Les limites fragiles entre le domaine public et le droit à la vie privée

Plus les décennies avancent et l’on se rend compte que la limite qui subsiste entre le domaine privé et public s’amincit. Si bien que l’on ne fait presque plus la distinction entre le droit à la vie privée et la divulgation en public. Dans certaines situations, l’atteinte à la vie privée d’autrui est protégée par la loi.
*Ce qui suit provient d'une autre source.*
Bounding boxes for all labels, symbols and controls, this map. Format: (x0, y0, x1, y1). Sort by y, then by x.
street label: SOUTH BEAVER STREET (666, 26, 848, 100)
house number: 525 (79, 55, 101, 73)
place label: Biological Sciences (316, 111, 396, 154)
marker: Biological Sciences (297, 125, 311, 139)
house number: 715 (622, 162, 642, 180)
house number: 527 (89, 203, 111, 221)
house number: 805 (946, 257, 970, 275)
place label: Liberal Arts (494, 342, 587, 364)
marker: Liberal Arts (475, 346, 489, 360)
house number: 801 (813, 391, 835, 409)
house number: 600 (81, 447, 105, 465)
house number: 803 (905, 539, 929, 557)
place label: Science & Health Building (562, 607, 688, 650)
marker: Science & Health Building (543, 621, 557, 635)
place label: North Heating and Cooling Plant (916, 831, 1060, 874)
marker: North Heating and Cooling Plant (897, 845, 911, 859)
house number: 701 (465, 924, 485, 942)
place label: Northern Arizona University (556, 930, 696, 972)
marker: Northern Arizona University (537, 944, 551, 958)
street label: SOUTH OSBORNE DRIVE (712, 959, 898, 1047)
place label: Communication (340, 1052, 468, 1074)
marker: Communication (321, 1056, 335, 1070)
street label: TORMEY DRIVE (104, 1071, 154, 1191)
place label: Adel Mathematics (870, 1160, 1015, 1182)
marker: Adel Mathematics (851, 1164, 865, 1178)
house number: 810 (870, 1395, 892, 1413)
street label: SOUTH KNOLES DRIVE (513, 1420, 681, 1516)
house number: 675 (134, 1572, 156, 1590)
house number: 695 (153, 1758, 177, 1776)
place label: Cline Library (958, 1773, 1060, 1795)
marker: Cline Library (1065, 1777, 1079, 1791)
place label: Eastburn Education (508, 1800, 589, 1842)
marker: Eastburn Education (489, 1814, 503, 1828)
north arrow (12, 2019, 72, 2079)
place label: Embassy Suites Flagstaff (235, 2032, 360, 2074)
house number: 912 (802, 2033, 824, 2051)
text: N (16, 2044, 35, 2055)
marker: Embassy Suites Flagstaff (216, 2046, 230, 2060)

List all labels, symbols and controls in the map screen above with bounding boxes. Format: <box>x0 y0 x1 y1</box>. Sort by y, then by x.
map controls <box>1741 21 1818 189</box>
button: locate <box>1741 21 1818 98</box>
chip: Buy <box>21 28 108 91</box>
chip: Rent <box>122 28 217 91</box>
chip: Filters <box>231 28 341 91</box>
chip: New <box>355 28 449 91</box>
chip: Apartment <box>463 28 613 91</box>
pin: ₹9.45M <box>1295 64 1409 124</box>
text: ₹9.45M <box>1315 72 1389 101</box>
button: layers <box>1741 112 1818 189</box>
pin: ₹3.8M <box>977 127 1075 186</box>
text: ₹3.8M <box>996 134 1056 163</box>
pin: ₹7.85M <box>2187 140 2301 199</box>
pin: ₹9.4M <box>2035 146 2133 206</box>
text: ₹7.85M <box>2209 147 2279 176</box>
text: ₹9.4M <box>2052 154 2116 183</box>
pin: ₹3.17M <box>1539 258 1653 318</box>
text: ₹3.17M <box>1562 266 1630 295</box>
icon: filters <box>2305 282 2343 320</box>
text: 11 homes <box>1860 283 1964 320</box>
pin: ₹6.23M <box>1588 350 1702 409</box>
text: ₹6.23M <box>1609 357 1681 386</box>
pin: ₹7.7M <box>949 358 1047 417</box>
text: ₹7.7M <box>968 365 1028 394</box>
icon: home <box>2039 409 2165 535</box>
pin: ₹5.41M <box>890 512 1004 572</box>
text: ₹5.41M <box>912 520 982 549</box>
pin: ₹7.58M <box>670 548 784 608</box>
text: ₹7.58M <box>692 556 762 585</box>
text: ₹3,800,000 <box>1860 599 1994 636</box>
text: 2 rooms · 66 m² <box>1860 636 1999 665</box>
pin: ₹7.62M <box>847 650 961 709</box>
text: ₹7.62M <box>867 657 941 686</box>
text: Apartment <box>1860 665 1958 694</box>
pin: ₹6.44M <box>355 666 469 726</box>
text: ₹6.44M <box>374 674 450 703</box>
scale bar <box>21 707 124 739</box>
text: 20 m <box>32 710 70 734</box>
Le problème litigieux entre le domaine privé et le domaine public

Il faut admettre que les nouvelles technologies de l’information telles que les réseaux sociaux ont changé notre manière de communiquer. Sur ses réseaux, chacun est libre de publier et de partager ce qu’il veut, si bien que parfois les informations publiées portent atteinte à la vie privée des autres. Pourtant d’une certaine manière, les auteurs de ces publications dérangeantes sont protégés par le droit à la vie privée. Et contrairement aux médias, qui sont reconnus par la loi en tant que responsables de ce qu’ils publient. Sur ces réseaux, en cas de poursuite, on ne peut définir de manière claire les responsabilités de chacun des acteurs. Le réseau n’étant pas directement responsable des agissements de leur utilisateur, et l’auteur protégé par son droit à s’exprimer dans le domaine privé.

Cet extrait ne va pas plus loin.